CG: You really want to know? How about 14-16 hours a day, seven days a week for 12 years. Now I have one day off and limit working days to only 12 hours. In the early years, we did client work. But it always amounted to the same-old-same-old, and so we decided that was not the avenue to pursue. The most rewarding and craziest adventure ever was doing the Adobe Design Achievement Awards 2008 website and media outreach. But that's probably worthy of yet another never to be published book.
ALP: What advice would you give to web designers and artists who want to make an impression and get their work noticed?
CG: Be different - you are different but it needs to show instantly. You've got five seconds and less to make that first impression to information-overloaded visitors.
Capitalise on this. Only display very good projects and visuals. As Josh Davis once said: "Show only what you want to redo". Good work is hard work.
Talent, real talent is your uber asset and secret weapon. Average talent doesn't get noticed: look at the kind of quality that makes it into museums. As I said before, curation is a very demanding task. Ask others to edit your portfolio and that's neither your mom, girlfriend/boyfriend or best friend. Ask someone you admire who owes you nothing but perhaps the best advice will be a good kick in your ego. Overall, forget about being extreme, if not extremely good at what you do.
For the record, I don't really care what a creative person uses as a tool on the web as long as they make it a top priority to have an online portfolio. How else can I find you?

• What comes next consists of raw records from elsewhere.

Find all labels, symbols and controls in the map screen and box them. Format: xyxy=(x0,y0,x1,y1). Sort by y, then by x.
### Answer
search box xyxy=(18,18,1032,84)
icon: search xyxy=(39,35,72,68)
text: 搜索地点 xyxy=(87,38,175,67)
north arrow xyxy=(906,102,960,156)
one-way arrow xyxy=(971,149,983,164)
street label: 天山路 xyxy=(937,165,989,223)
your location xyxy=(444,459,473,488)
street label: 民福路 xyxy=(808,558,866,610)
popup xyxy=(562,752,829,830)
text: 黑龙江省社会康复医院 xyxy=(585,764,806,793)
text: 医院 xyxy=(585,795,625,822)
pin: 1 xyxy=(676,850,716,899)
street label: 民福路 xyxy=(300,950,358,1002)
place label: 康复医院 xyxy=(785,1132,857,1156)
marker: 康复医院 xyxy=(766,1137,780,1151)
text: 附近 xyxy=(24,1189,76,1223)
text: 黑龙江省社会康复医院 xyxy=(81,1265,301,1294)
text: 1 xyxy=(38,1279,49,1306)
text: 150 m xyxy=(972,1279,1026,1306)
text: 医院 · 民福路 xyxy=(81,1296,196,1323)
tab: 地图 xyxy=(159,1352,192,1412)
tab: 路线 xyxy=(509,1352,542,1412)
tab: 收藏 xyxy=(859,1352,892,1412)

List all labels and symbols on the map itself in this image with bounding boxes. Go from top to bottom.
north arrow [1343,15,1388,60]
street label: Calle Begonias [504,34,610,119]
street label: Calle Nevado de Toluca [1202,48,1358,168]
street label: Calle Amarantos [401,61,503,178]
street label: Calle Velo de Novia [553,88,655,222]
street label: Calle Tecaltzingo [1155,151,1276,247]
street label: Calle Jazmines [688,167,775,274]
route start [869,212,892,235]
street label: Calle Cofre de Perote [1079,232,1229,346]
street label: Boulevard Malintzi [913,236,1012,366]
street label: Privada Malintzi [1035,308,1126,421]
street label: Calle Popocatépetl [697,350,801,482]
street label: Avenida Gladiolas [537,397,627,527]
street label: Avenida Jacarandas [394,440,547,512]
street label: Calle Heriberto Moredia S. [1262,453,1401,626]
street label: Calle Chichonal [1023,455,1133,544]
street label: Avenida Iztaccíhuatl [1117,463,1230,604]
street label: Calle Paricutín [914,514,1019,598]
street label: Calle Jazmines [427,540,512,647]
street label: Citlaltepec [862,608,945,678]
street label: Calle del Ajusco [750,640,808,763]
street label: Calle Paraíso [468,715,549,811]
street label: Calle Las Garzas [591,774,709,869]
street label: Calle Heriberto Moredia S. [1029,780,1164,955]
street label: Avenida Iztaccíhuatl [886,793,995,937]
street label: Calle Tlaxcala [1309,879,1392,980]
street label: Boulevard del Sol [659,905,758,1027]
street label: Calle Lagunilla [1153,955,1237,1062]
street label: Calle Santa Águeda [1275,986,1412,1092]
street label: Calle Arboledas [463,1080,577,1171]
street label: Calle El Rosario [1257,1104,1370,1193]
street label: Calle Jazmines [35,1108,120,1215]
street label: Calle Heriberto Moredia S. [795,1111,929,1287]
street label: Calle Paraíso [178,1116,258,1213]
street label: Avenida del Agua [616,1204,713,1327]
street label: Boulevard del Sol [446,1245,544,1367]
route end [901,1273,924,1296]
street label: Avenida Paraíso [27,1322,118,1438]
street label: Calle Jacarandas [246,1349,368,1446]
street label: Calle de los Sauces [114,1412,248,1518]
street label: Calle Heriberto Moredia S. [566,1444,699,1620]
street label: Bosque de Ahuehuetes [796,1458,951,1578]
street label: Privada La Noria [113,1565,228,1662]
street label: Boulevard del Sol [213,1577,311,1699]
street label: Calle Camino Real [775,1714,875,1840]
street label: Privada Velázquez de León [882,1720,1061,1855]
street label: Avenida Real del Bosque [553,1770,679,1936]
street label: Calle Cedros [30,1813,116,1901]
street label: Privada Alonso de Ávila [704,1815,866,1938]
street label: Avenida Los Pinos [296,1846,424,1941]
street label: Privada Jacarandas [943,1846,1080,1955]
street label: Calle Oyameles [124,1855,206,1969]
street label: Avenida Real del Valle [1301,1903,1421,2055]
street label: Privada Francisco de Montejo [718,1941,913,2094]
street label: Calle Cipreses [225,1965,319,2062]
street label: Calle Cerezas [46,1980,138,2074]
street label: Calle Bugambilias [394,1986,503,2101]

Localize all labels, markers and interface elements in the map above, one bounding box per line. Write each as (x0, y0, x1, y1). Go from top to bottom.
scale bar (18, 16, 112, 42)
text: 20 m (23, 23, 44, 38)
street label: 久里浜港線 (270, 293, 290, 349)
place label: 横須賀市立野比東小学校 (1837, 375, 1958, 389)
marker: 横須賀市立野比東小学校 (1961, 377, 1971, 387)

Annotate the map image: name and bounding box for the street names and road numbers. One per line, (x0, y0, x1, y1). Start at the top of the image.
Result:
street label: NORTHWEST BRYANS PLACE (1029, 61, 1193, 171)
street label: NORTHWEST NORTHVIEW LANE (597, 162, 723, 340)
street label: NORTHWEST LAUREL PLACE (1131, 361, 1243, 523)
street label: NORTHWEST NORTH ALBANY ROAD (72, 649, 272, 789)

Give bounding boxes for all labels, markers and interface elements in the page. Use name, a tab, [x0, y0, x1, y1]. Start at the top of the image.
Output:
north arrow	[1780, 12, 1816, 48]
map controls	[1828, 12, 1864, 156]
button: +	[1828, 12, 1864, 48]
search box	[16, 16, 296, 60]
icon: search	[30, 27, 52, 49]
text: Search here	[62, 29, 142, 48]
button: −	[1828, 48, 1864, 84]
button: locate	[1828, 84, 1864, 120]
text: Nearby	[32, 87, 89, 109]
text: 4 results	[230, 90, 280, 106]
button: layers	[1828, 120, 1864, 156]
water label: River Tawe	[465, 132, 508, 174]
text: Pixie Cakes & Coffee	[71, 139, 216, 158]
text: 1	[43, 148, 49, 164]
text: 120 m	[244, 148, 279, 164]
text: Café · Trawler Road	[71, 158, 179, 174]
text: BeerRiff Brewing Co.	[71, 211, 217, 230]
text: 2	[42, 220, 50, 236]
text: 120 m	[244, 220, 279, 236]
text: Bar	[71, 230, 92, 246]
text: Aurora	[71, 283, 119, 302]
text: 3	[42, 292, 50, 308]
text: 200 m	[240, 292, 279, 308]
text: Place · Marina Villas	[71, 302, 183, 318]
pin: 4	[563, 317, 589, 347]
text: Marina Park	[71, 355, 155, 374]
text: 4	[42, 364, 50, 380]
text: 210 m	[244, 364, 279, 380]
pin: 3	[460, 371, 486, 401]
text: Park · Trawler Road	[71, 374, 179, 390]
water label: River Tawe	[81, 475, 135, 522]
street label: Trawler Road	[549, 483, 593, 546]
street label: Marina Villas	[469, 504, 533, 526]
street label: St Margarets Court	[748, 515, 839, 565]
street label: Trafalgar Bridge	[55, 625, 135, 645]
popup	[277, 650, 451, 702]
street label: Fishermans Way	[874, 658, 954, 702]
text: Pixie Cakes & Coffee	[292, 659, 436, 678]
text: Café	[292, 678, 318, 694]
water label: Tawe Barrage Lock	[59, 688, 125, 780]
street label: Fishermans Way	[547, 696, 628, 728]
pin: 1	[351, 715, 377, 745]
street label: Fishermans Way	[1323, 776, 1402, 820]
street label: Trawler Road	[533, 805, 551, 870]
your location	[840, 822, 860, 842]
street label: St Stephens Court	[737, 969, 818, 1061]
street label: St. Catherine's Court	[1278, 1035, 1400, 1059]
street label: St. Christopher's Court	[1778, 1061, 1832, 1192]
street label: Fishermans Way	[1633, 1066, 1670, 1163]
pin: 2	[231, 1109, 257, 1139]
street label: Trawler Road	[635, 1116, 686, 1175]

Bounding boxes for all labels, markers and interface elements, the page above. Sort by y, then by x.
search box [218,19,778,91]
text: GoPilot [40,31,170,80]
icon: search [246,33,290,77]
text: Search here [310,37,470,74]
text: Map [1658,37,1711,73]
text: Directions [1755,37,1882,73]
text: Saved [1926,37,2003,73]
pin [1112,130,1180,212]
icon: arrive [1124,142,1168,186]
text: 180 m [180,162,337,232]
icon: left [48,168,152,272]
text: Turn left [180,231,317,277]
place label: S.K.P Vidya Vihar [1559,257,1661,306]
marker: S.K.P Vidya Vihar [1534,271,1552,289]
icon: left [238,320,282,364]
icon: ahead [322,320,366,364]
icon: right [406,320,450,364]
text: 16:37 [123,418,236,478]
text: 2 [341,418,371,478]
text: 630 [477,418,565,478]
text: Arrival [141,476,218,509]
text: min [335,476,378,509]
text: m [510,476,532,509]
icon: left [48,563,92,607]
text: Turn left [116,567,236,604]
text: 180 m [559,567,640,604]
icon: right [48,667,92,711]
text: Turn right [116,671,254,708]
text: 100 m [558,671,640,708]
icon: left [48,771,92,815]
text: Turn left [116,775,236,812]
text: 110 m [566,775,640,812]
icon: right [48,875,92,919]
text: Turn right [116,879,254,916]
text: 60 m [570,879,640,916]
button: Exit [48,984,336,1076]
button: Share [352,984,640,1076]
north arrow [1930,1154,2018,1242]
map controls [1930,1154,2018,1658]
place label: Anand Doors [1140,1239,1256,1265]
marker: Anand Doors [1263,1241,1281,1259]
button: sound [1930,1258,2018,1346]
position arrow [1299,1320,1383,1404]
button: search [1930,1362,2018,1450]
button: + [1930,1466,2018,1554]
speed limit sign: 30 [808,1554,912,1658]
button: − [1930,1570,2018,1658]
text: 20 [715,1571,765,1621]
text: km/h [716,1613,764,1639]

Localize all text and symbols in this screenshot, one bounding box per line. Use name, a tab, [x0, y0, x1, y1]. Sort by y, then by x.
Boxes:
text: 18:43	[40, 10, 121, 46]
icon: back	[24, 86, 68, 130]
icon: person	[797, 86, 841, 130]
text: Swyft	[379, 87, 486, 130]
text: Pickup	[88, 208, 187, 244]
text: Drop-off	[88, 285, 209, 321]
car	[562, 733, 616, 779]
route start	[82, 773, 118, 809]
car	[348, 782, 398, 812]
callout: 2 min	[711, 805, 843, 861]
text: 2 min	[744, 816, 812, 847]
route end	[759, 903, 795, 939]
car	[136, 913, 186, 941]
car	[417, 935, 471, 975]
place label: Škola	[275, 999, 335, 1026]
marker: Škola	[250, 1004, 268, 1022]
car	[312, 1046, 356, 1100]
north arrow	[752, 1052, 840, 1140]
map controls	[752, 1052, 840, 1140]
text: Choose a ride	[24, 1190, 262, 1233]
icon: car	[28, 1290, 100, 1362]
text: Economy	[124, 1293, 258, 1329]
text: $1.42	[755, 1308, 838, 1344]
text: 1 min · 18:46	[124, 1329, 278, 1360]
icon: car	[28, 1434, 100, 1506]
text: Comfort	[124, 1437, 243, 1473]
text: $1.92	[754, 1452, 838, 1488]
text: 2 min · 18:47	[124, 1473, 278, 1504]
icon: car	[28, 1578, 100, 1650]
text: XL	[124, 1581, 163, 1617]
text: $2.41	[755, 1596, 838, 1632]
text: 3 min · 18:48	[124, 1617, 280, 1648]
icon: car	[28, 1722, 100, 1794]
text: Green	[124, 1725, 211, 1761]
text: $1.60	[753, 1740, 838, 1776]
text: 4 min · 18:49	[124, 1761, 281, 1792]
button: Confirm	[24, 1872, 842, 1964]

ALP: What is next for Carole Guevin?
CG: The first step was to reclaim my own voice under the guise of Featured by Carole Guevin. No longer under the gun of producing and finding web wonders, I am free to distantiate myself from web design content, embracing all design disciplines in my coverage which in fact, truly reflects my interests.
I can say that I've embarked on producing what I consider my long awaited life project, it has been over 10 years in preparation, years in research and now is in forward mode. Very exciting! There is no firm due date or deadline since after waiting so long, I'm not about to rush it because I would feel the pressure to deliver in order to prove something, or myself, to the ether. Anything worthwhile takes time and lots of time to grow.